▶ **Task requirements**
Go through the entries below and pick out every line with "labels".

Top of Dataset records

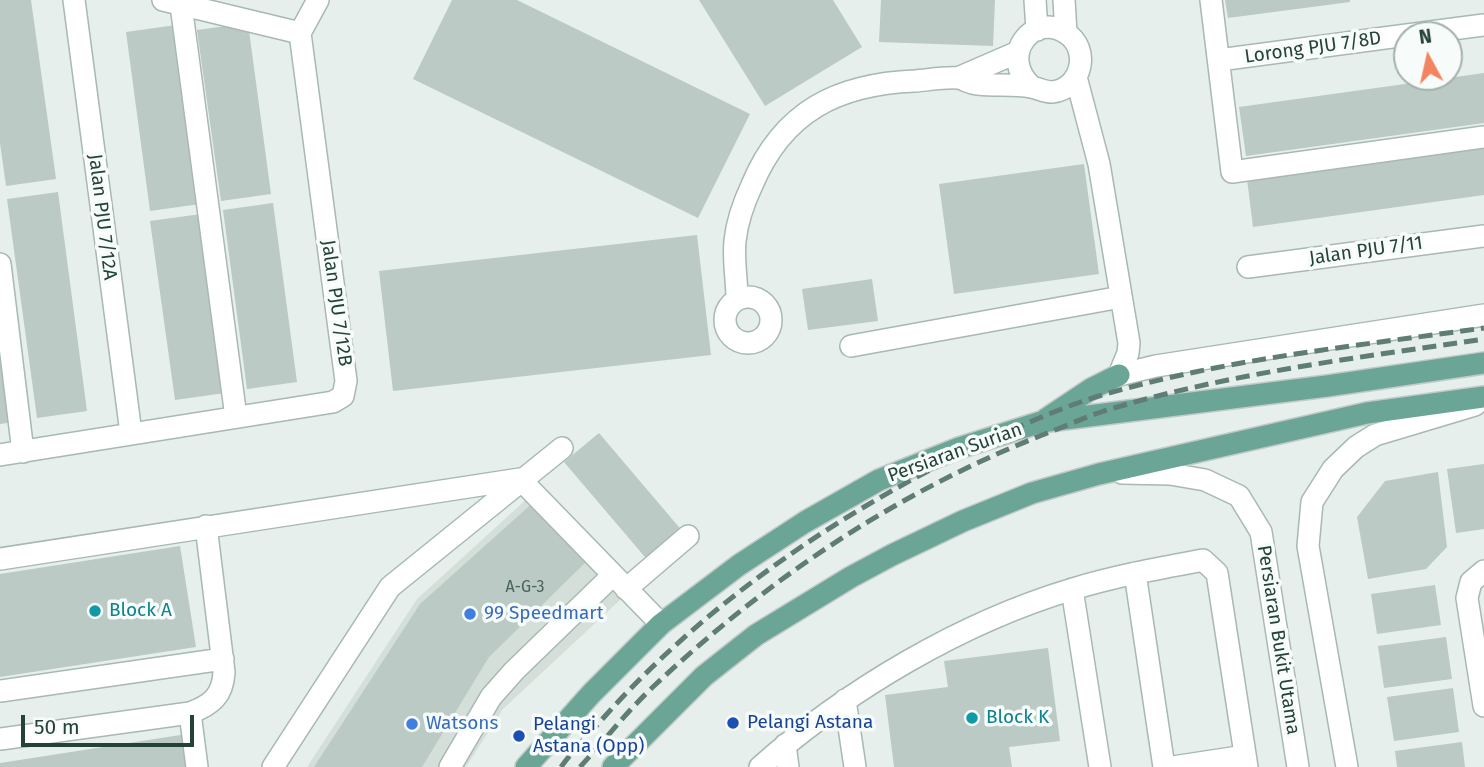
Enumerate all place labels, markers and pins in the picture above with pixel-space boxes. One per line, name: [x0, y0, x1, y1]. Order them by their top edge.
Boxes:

Bottom of Dataset records
Top of Dataset records

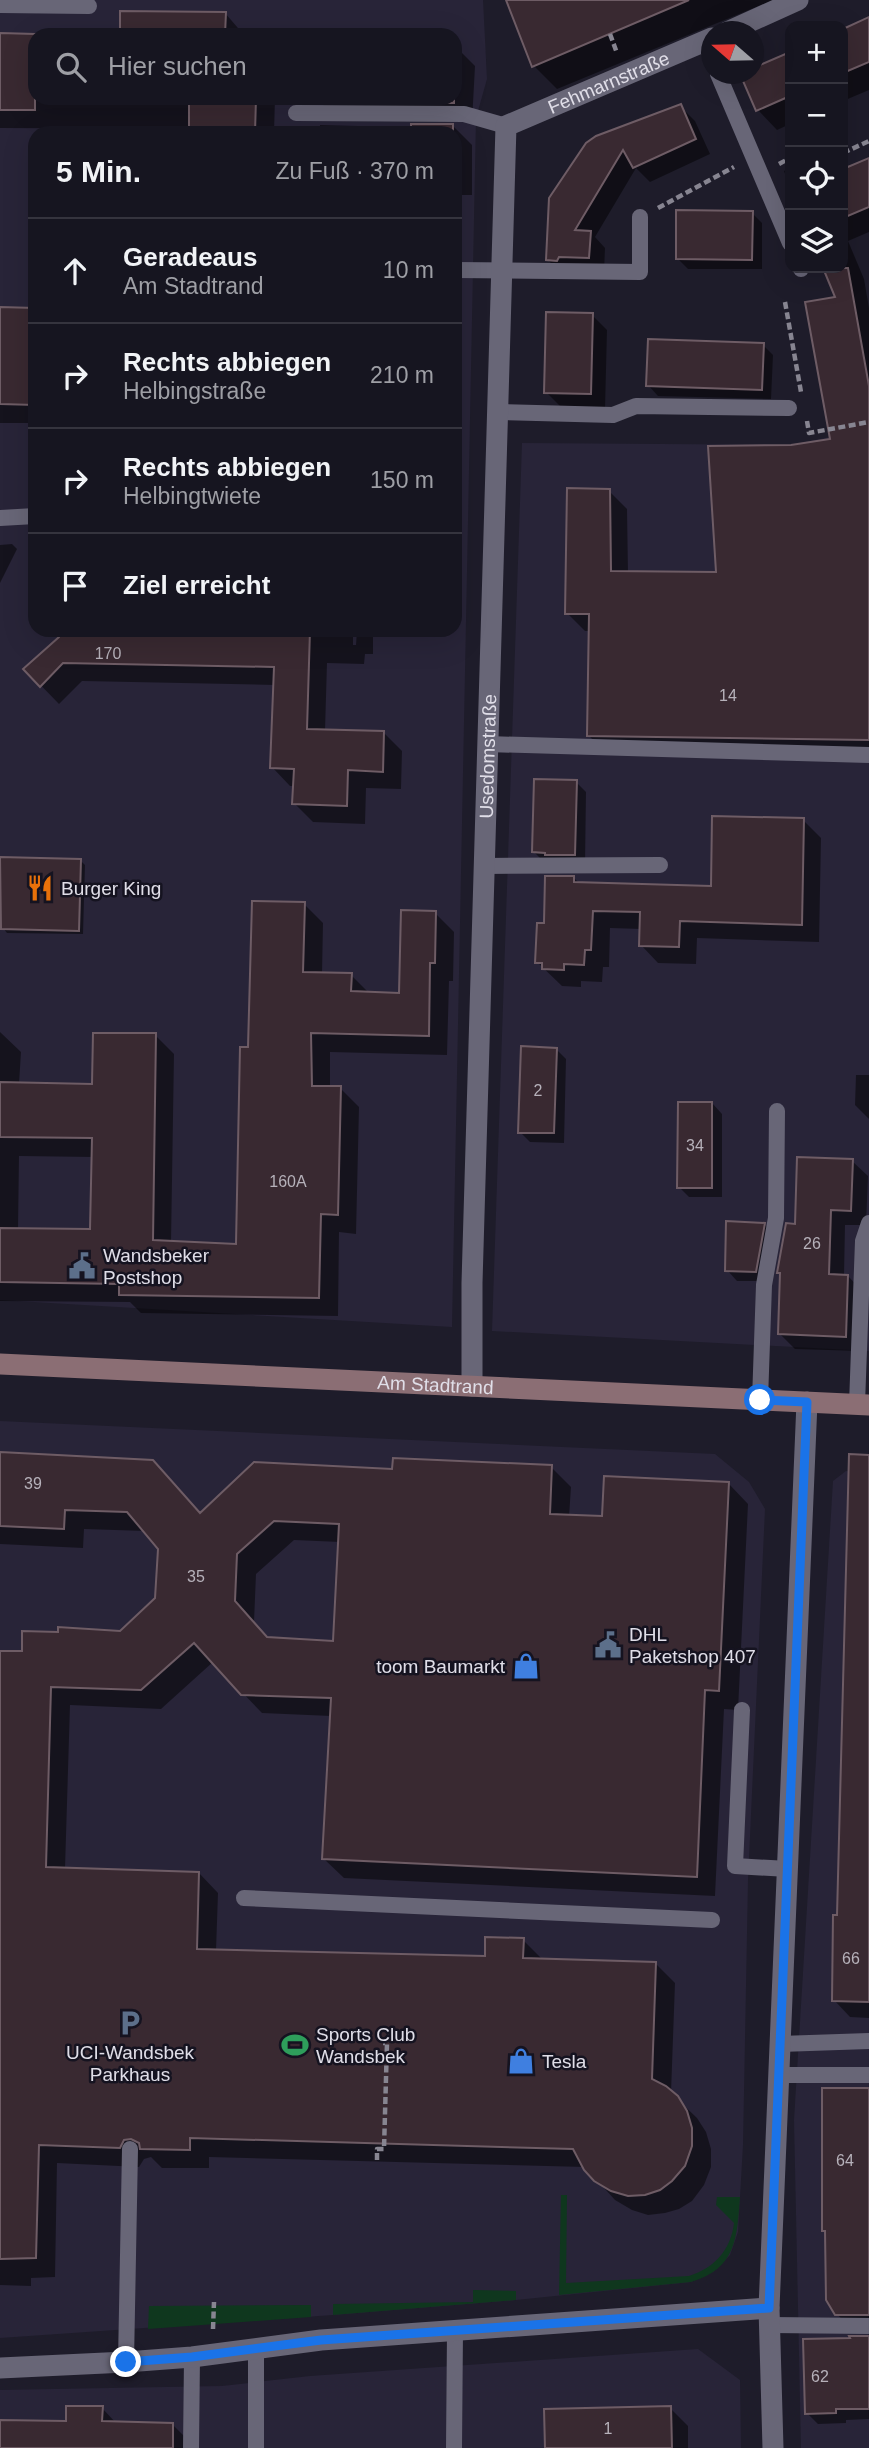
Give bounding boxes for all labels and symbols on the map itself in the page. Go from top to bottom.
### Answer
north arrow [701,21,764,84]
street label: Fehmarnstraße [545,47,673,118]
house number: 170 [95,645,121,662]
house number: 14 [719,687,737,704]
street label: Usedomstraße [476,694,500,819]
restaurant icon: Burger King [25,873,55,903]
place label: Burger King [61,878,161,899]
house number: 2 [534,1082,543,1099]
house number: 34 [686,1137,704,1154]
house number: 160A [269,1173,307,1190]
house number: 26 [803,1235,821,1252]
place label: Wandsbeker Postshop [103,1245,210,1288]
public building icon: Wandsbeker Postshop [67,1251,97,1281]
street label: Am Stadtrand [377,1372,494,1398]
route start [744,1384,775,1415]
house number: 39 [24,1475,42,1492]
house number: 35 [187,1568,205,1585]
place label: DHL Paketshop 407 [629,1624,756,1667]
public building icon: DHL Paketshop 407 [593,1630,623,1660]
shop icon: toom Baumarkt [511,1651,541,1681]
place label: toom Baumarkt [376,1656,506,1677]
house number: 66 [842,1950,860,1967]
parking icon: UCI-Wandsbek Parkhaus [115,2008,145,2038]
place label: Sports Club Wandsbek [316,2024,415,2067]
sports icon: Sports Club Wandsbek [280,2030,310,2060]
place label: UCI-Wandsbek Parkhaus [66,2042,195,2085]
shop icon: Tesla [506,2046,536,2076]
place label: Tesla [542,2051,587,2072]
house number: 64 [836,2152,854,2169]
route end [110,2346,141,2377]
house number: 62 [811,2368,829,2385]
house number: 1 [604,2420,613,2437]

Bottom of Dataset records

▶ **Answer for this exercise**
Enumerate all place labels, markers and pins in the picture above with pixel-space boxes. One per line, name: [x0, y0, x1, y1]. Order them by their top edge.
Give bounding boxes for all labels and symbols on the map itself in the page. Go from top to bottom.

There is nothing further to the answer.